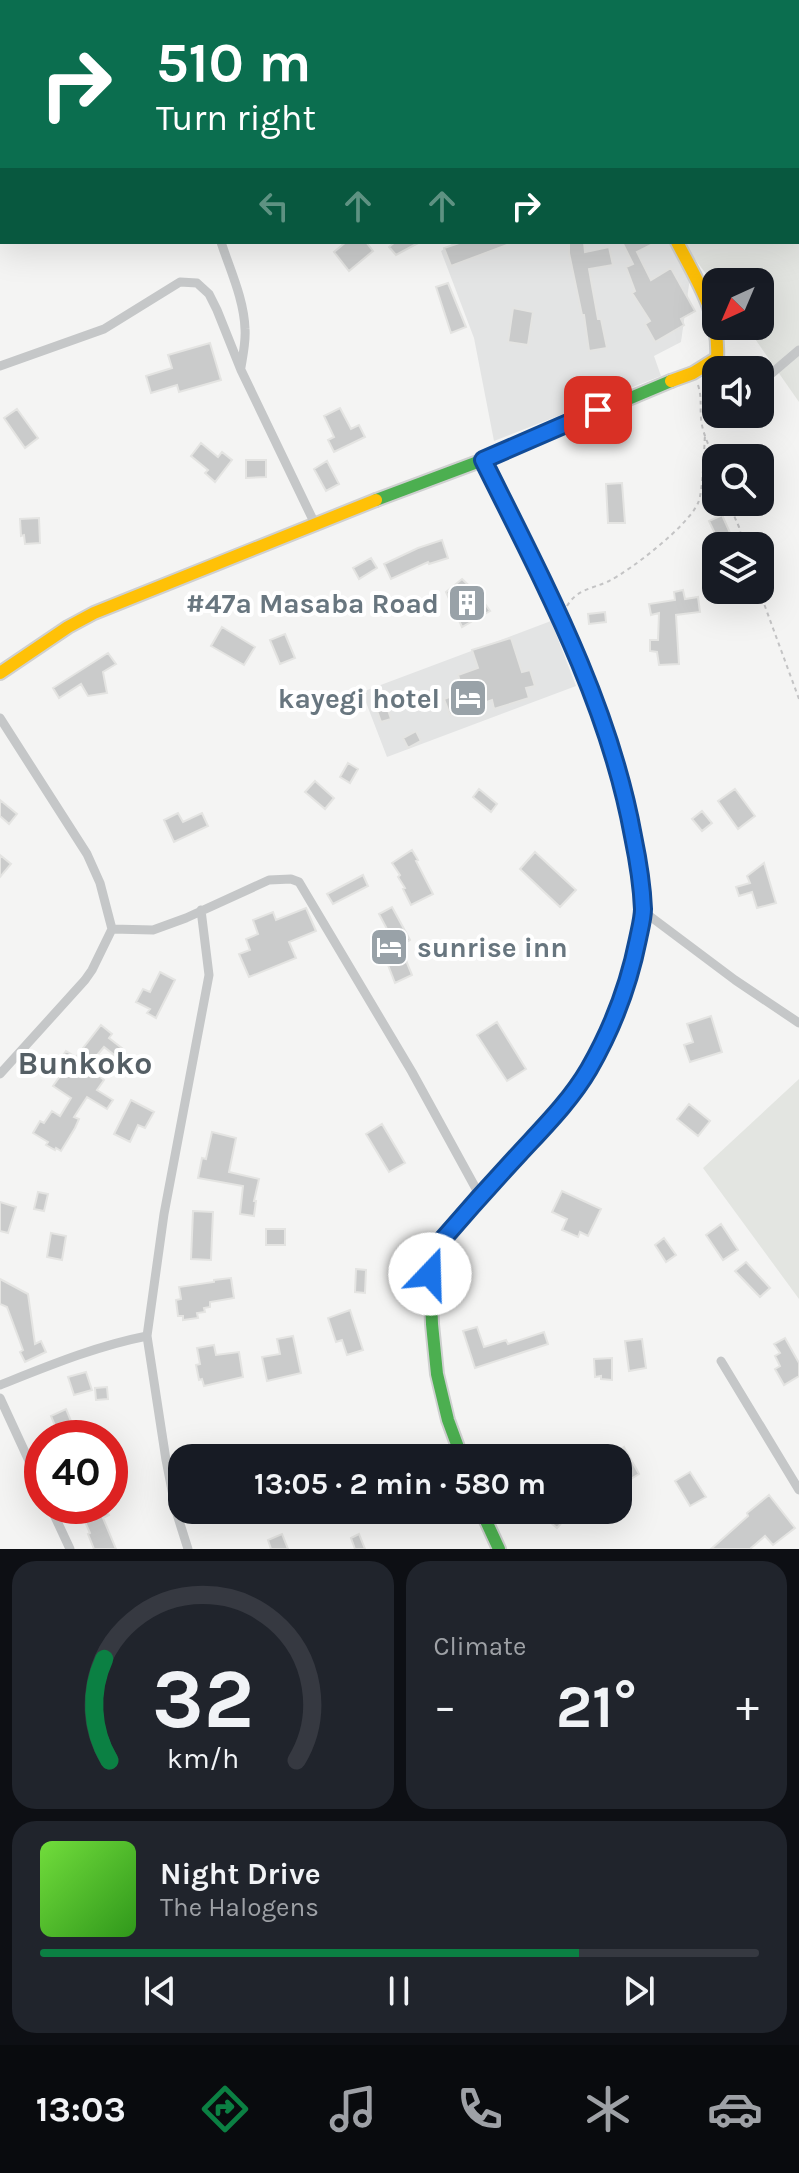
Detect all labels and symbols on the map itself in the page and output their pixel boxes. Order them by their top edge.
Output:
north arrow [702,268,774,340]
pin [564,376,632,444]
building icon: #47a Masaba Road [446,582,488,624]
place label: #47a Masaba Road [186,587,439,620]
hotel icon: kayegi hotel [447,677,489,719]
place label: kayegi hotel [278,682,440,715]
hotel icon: sunrise inn [368,926,410,968]
place label: sunrise inn [417,931,568,964]
district label: Bunkoko [18,1045,152,1082]
position arrow [388,1232,472,1316]
speed limit sign: 40 [24,1420,128,1524]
+===+
* _TASK TO CARRY OUT_: Reproduce the listing above exactly, excluding all pictures.

* _ANSWER BOX_:
Detect all labels and symbols on the map itself in the page and output their pixel boxes. Order them by their top edge.
Output:
north arrow [702,268,774,340]
pin [564,376,632,444]
building icon: #47a Masaba Road [446,582,488,624]
place label: #47a Masaba Road [186,587,439,620]
hotel icon: kayegi hotel [447,677,489,719]
place label: kayegi hotel [278,682,440,715]
hotel icon: sunrise inn [368,926,410,968]
place label: sunrise inn [417,931,568,964]
district label: Bunkoko [18,1045,152,1082]
position arrow [388,1232,472,1316]
speed limit sign: 40 [24,1420,128,1524]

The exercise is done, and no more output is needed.